• [Exercise prompt]:
Gather, from the data below, each line in which the word "Corrado" occurs.

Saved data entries
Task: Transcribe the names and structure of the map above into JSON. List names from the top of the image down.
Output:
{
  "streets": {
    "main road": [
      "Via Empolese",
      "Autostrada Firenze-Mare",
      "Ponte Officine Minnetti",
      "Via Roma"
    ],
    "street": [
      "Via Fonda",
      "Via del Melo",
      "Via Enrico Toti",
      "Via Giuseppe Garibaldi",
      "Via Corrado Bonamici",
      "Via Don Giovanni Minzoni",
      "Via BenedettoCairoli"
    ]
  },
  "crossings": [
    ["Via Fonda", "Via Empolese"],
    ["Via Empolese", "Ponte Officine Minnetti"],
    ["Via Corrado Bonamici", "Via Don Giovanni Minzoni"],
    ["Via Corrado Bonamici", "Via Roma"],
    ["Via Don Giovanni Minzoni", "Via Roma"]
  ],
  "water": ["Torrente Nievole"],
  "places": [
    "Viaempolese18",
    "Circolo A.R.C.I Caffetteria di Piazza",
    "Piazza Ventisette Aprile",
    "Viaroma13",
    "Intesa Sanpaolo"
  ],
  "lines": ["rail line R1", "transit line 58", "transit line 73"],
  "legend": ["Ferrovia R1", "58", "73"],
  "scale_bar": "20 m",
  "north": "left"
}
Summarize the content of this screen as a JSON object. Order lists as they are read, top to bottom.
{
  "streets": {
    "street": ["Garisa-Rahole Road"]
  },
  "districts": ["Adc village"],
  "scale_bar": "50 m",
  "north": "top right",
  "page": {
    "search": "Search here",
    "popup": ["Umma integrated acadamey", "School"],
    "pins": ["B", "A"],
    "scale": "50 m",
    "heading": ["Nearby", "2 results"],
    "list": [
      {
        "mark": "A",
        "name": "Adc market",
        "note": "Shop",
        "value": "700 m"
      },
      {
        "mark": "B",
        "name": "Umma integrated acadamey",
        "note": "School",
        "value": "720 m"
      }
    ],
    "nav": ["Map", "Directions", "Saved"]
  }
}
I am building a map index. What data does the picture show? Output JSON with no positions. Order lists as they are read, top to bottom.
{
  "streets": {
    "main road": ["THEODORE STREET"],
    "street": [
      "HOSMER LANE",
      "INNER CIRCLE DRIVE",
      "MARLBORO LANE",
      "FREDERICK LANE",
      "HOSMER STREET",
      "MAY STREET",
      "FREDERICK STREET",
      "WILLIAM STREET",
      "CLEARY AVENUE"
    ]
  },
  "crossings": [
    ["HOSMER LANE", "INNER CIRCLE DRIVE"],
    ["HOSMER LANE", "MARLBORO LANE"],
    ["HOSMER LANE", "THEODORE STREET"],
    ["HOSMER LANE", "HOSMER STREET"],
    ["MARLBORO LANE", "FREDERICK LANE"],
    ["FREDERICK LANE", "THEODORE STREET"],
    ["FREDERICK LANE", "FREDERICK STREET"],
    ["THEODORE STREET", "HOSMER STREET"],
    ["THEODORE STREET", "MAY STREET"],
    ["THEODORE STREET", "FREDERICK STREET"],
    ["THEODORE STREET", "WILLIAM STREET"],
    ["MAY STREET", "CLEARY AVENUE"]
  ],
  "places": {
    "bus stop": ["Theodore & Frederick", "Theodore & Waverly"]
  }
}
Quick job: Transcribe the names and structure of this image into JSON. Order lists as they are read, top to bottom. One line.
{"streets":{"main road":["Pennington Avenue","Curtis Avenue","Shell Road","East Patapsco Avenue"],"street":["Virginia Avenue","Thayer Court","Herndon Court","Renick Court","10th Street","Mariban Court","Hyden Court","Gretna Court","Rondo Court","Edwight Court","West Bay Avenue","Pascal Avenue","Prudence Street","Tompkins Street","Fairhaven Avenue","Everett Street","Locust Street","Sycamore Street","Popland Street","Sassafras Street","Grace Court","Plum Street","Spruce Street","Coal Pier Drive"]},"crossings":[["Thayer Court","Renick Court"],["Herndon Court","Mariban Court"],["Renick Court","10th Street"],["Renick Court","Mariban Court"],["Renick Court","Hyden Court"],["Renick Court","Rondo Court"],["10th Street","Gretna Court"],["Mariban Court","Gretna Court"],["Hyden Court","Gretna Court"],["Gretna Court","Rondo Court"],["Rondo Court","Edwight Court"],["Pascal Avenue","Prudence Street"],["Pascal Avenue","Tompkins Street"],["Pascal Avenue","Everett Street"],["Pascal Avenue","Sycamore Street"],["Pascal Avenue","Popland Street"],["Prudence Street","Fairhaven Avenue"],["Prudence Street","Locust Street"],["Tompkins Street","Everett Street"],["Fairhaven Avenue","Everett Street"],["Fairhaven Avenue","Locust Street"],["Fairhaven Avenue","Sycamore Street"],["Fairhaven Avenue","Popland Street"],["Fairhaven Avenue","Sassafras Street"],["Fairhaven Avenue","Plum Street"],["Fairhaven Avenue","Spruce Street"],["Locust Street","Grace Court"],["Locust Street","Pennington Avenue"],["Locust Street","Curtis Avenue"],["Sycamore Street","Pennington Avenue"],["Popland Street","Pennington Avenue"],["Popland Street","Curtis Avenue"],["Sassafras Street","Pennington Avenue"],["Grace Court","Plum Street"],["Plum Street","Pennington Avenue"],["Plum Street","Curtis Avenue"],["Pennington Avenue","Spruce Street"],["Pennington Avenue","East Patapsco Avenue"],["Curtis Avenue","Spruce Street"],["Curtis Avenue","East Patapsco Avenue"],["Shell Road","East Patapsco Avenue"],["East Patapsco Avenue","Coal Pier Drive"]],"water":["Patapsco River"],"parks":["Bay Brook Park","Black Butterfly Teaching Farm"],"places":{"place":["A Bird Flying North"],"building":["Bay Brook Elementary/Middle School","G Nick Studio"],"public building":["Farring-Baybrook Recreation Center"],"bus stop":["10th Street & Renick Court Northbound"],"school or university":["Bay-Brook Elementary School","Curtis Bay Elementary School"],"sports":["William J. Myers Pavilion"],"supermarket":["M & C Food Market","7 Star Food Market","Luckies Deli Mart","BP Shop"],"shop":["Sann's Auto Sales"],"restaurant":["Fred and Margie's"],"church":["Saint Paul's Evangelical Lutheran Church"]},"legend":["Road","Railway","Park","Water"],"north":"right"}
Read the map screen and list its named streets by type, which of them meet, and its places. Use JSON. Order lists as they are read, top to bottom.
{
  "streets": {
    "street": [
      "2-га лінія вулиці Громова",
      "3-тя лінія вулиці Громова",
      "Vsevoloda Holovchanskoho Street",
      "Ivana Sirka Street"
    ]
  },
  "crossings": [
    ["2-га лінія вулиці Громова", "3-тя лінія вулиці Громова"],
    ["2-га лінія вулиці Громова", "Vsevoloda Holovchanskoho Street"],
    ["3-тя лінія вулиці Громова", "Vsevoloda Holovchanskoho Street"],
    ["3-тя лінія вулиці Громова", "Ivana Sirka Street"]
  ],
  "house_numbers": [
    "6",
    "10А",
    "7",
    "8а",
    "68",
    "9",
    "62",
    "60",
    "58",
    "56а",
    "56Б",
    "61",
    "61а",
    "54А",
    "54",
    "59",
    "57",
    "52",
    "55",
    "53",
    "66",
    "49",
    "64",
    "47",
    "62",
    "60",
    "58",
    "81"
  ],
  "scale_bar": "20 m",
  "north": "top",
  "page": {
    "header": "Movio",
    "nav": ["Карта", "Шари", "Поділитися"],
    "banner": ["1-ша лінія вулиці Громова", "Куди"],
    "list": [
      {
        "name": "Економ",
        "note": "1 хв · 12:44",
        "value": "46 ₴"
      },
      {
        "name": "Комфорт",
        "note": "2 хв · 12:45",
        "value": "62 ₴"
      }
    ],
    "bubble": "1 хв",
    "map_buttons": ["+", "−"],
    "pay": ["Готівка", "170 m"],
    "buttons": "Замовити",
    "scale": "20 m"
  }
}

• [Worked solution]:
      "Via Corrado Bonamici",
    ["Via Corrado Bonamici", "Via Don Giovanni Minzoni"],
    ["Via Corrado Bonamici", "Via Roma"],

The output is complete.